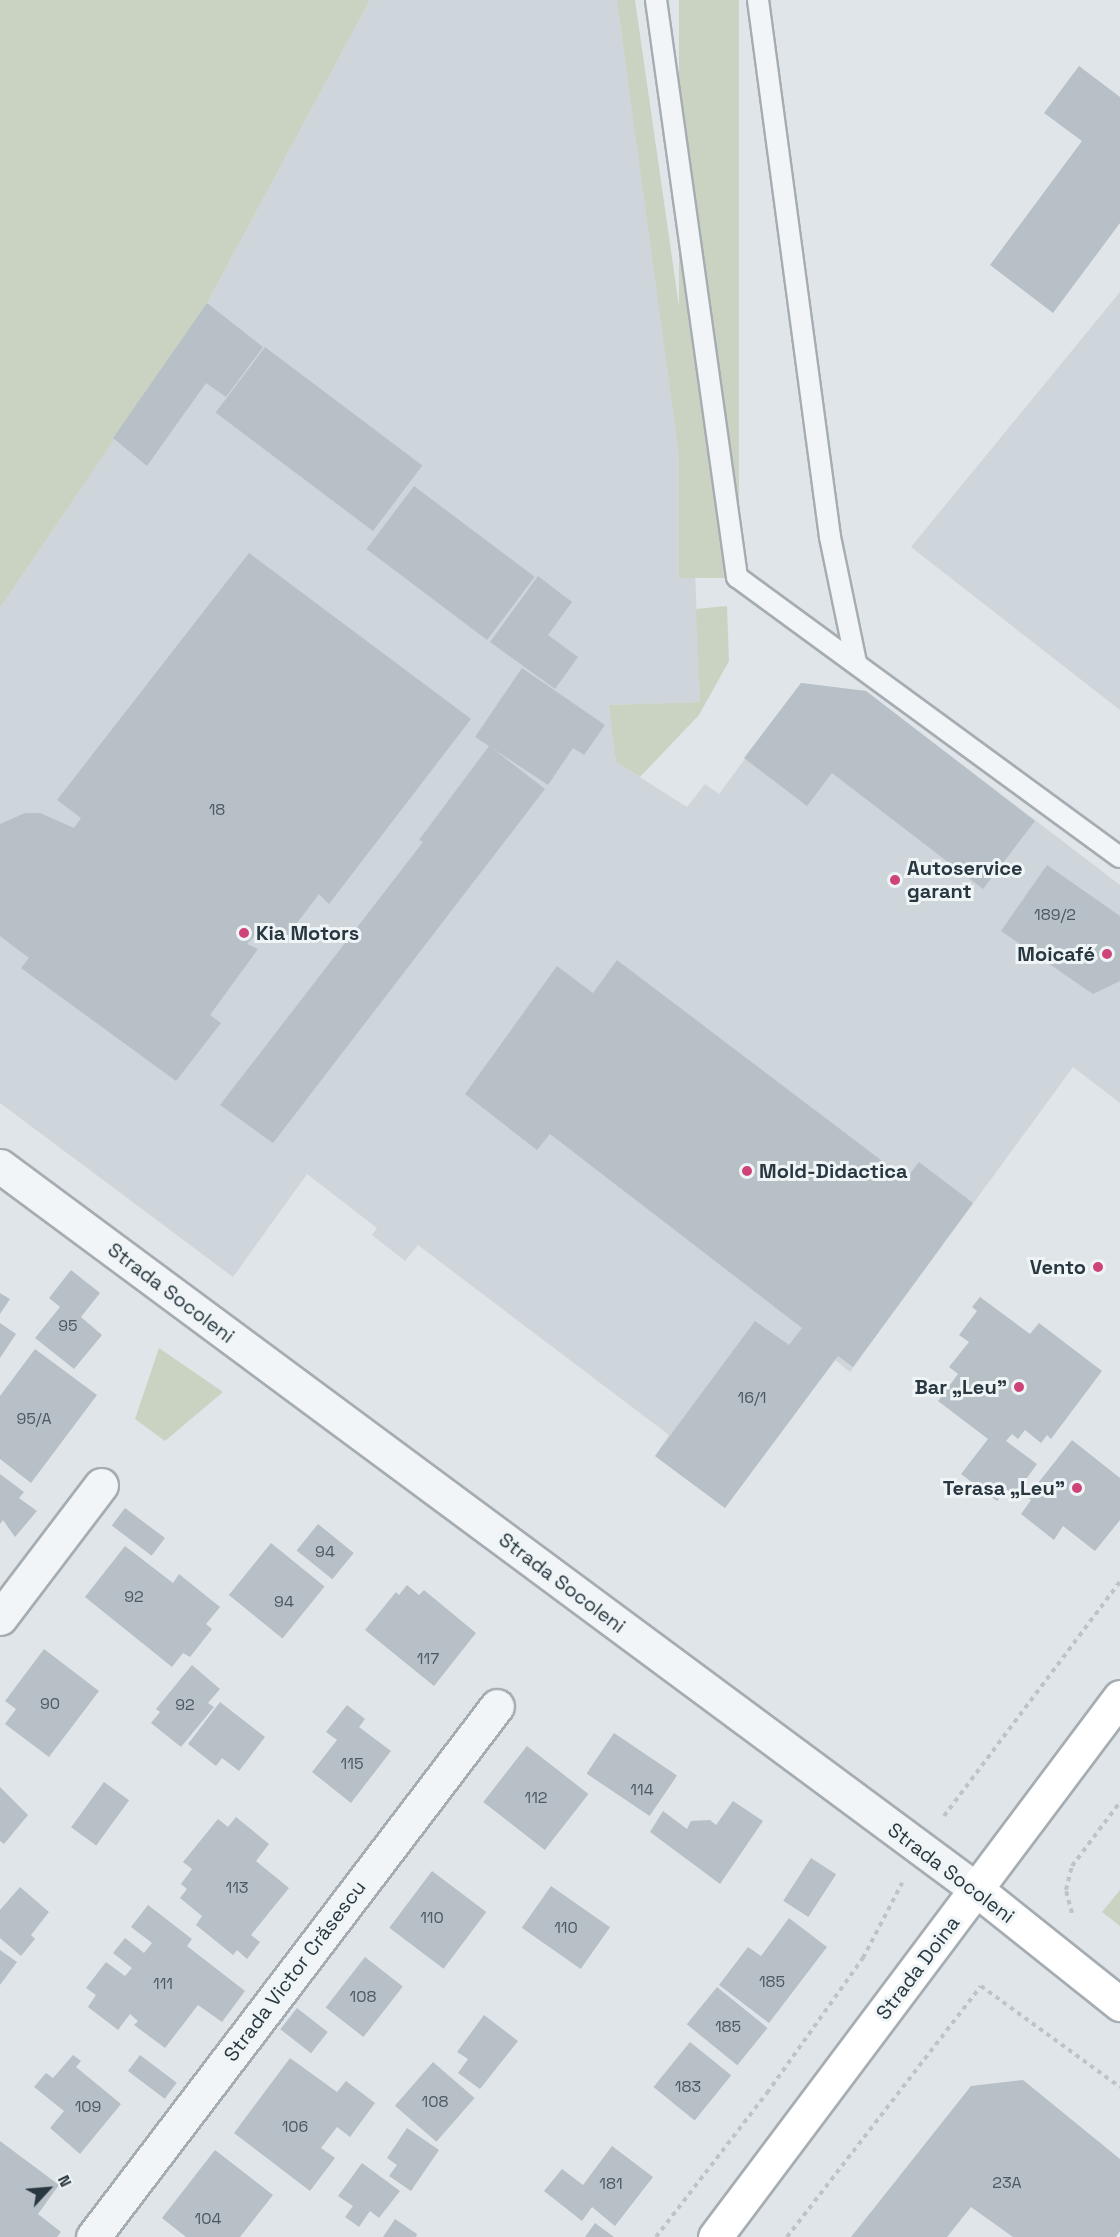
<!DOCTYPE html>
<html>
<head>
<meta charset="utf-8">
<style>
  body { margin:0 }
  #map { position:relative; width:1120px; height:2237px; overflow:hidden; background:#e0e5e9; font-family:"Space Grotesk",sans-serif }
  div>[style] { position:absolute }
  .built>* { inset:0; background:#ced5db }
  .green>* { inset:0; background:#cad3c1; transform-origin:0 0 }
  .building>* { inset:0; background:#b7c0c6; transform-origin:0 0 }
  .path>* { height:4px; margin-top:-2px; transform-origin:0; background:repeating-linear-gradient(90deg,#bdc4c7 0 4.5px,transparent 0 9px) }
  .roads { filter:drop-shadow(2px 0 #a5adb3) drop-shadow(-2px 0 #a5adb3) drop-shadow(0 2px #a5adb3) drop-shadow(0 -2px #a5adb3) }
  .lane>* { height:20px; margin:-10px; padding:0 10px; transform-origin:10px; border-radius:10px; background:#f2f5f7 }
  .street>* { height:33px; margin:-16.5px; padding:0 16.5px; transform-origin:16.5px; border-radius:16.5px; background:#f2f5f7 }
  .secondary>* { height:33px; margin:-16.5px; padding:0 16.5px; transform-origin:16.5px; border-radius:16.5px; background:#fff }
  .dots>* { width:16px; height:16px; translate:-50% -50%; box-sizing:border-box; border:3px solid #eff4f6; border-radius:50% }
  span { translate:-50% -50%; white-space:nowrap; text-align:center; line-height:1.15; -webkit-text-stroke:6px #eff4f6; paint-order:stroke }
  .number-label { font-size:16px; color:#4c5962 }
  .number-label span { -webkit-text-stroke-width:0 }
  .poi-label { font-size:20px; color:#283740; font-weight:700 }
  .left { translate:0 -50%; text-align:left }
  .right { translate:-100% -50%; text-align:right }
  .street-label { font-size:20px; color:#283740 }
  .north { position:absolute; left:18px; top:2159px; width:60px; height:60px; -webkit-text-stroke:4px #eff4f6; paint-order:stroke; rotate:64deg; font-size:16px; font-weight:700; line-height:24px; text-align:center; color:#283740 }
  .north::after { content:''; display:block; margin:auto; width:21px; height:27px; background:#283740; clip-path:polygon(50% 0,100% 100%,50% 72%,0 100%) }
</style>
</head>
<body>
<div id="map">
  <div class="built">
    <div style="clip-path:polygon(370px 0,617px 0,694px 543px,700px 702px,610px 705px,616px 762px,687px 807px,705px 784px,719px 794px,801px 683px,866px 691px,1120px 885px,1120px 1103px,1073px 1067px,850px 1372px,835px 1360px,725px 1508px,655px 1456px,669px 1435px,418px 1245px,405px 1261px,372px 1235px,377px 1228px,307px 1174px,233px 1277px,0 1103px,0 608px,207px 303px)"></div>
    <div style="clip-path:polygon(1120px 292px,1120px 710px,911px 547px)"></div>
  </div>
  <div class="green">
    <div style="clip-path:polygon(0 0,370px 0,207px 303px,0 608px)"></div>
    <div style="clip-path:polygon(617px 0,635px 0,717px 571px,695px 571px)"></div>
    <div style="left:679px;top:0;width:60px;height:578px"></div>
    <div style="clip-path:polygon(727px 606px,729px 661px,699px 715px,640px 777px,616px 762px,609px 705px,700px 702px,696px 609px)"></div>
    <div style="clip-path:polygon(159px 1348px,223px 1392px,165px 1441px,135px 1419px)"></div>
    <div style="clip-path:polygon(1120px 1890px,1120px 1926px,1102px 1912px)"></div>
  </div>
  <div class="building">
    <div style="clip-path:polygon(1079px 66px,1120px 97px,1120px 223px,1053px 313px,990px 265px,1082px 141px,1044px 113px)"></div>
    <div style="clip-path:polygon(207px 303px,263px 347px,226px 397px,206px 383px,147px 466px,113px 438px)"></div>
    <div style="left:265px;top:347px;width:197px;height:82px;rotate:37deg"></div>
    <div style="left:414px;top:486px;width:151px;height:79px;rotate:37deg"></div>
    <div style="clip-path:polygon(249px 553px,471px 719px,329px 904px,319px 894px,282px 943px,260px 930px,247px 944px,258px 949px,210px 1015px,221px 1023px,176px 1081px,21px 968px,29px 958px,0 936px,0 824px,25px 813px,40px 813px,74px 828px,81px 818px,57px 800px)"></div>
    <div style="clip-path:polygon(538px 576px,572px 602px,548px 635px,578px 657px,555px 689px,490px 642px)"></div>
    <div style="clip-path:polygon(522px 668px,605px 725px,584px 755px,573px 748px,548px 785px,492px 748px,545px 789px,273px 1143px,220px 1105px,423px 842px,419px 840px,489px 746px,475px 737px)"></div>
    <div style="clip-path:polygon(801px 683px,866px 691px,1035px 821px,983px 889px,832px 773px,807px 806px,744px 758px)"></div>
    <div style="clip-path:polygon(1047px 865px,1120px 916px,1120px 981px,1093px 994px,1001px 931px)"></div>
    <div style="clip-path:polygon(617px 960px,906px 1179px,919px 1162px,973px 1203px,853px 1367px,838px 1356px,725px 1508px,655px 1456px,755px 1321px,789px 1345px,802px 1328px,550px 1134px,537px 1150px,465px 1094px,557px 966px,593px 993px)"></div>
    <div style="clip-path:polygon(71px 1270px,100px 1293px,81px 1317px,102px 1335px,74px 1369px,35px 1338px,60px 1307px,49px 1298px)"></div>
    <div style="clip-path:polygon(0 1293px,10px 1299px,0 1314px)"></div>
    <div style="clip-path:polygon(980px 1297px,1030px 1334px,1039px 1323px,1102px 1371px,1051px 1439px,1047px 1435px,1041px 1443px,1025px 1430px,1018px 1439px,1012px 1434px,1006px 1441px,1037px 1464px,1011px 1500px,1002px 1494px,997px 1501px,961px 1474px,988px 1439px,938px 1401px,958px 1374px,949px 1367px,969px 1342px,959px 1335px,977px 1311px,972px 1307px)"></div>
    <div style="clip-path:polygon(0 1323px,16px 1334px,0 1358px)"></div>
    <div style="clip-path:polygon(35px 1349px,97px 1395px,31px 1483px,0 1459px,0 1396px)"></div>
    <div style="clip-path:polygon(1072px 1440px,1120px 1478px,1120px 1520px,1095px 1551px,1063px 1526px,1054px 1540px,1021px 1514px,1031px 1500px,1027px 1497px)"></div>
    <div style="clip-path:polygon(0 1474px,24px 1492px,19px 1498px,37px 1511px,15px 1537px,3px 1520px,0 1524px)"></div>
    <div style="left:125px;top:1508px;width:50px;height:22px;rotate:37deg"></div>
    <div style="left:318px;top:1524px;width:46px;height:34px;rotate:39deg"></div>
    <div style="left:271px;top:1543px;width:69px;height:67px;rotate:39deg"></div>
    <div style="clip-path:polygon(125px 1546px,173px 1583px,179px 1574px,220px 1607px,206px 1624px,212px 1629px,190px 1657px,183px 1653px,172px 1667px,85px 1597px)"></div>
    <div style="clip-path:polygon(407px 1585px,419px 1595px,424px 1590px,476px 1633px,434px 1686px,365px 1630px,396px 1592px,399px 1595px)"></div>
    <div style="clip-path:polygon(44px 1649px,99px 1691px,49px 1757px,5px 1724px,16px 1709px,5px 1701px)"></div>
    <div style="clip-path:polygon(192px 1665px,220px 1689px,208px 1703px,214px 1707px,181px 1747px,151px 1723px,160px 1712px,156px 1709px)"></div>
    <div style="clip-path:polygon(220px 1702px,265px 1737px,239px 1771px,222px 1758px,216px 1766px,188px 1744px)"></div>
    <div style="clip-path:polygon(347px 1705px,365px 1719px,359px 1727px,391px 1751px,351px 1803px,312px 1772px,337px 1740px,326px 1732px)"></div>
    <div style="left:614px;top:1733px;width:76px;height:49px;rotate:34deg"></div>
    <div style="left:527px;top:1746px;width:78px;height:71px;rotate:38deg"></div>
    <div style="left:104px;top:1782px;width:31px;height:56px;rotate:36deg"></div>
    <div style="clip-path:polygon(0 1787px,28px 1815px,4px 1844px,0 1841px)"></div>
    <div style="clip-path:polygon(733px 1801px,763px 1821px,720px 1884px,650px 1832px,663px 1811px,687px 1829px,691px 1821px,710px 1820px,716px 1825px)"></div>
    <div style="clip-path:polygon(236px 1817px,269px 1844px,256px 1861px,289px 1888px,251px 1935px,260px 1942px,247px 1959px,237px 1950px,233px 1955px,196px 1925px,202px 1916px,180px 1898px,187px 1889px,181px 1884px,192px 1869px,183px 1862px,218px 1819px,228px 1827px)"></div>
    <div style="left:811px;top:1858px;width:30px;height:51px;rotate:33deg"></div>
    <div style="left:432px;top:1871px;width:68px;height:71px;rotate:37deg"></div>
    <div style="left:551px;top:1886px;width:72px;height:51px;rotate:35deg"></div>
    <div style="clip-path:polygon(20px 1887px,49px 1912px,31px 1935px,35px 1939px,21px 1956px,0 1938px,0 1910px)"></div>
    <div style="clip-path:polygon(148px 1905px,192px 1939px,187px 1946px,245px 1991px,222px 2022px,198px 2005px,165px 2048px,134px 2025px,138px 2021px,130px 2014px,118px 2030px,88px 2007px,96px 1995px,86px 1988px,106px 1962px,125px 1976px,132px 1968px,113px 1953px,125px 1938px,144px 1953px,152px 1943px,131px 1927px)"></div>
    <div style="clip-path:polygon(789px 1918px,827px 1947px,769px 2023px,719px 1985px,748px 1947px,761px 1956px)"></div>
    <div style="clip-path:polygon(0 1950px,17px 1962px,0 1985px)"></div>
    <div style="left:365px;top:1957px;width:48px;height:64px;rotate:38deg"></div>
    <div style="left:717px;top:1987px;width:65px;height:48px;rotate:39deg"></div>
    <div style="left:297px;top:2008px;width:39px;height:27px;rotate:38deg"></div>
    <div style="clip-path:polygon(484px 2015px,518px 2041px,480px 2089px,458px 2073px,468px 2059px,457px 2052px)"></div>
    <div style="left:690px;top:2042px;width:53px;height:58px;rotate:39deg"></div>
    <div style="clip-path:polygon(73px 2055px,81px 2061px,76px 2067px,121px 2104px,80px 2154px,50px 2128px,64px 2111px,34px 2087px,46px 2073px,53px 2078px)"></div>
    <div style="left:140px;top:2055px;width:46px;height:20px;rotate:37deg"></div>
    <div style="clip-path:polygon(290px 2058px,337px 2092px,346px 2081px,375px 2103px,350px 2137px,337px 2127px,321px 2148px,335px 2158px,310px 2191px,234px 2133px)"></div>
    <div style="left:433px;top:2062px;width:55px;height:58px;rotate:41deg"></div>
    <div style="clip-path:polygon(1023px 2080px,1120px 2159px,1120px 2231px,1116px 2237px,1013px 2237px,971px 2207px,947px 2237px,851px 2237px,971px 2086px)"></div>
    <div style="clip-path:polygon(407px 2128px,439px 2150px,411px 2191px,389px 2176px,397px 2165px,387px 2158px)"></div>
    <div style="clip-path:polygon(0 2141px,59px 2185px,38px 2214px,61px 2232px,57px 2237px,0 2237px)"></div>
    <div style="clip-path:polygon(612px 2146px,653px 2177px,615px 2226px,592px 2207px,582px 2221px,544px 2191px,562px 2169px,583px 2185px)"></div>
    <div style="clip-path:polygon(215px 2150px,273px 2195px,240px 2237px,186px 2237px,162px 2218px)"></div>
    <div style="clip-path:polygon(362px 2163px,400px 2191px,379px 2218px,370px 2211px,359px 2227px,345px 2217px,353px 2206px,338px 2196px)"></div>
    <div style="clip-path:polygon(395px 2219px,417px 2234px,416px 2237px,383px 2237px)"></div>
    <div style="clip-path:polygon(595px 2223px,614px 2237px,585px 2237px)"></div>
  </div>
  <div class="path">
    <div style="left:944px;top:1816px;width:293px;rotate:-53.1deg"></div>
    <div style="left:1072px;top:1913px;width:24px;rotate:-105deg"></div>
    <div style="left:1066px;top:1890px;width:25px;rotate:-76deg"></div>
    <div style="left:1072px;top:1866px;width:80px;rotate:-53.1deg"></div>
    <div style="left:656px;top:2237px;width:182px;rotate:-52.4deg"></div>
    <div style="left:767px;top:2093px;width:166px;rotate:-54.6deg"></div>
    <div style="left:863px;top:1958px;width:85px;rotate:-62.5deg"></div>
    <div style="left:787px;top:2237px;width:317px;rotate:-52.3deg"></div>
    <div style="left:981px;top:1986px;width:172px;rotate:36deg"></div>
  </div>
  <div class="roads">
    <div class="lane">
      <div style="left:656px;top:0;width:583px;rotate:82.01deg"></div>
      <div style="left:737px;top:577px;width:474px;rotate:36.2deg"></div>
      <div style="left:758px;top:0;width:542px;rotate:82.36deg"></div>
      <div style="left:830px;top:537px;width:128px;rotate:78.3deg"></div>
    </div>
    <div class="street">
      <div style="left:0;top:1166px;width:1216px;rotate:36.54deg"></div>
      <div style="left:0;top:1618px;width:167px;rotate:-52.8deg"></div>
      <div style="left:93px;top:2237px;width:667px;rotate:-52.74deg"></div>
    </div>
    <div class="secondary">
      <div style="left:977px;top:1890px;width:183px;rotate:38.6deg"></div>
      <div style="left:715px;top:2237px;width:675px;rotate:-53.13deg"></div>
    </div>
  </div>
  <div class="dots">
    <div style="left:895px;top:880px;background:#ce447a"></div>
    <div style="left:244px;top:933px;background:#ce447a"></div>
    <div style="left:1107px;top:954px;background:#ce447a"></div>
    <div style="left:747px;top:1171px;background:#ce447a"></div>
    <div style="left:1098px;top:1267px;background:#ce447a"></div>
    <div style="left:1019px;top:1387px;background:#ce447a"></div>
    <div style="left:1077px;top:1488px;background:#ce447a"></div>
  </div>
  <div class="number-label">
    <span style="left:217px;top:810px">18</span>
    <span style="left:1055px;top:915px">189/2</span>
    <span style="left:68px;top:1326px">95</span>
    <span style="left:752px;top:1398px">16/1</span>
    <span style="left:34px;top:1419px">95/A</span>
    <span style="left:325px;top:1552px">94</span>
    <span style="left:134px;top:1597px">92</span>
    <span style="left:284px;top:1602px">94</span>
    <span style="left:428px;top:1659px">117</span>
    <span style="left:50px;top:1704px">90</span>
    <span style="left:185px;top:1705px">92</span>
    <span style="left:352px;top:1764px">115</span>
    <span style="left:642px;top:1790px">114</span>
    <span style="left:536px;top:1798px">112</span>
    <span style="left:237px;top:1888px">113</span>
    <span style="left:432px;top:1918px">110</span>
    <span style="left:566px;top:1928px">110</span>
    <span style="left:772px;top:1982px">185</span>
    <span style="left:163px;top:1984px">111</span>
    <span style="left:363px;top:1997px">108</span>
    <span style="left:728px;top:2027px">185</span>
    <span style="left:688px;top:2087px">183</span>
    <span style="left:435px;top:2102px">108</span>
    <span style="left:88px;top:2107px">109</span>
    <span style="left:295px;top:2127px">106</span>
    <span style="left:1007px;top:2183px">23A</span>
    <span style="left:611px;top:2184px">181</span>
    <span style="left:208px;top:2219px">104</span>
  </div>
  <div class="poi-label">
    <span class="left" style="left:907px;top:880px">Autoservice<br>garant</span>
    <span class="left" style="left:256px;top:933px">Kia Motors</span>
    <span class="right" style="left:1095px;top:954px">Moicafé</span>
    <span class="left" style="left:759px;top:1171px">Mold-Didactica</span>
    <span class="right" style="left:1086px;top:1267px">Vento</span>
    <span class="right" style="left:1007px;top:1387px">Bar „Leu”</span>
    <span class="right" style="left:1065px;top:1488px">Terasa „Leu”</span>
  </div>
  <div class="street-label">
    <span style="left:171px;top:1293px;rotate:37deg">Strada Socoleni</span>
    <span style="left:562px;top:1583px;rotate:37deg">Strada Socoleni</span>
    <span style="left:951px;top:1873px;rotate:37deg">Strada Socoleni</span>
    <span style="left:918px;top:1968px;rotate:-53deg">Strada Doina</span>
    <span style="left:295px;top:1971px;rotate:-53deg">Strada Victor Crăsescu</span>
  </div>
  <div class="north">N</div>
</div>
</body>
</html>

......

Word for word, restate the lines of the listing above starting at the line with "position:relative; width:1120px; height:2237px;" and ending at the line with "filter:drop-shadow(2px 0 #a5adb3)", and nothing outside them.

  #map { position:relative; width:1120px; height:2237px; overflow:hidden; background:#e0e5e9; font-family:"Space Grotesk",sans-serif }
  div>[style] { position:absolute }
  .built>* { inset:0; background:#ced5db }
  .green>* { inset:0; background:#cad3c1; transform-origin:0 0 }
  .building>* { inset:0; background:#b7c0c6; transform-origin:0 0 }
  .path>* { height:4px; margin-top:-2px; transform-origin:0; background:repeating-linear-gradient(90deg,#bdc4c7 0 4.5px,transparent 0 9px) }
  .roads { filter:drop-shadow(2px 0 #a5adb3) drop-shadow(-2px 0 #a5adb3) drop-shadow(0 2px #a5adb3) drop-shadow(0 -2px #a5adb3) }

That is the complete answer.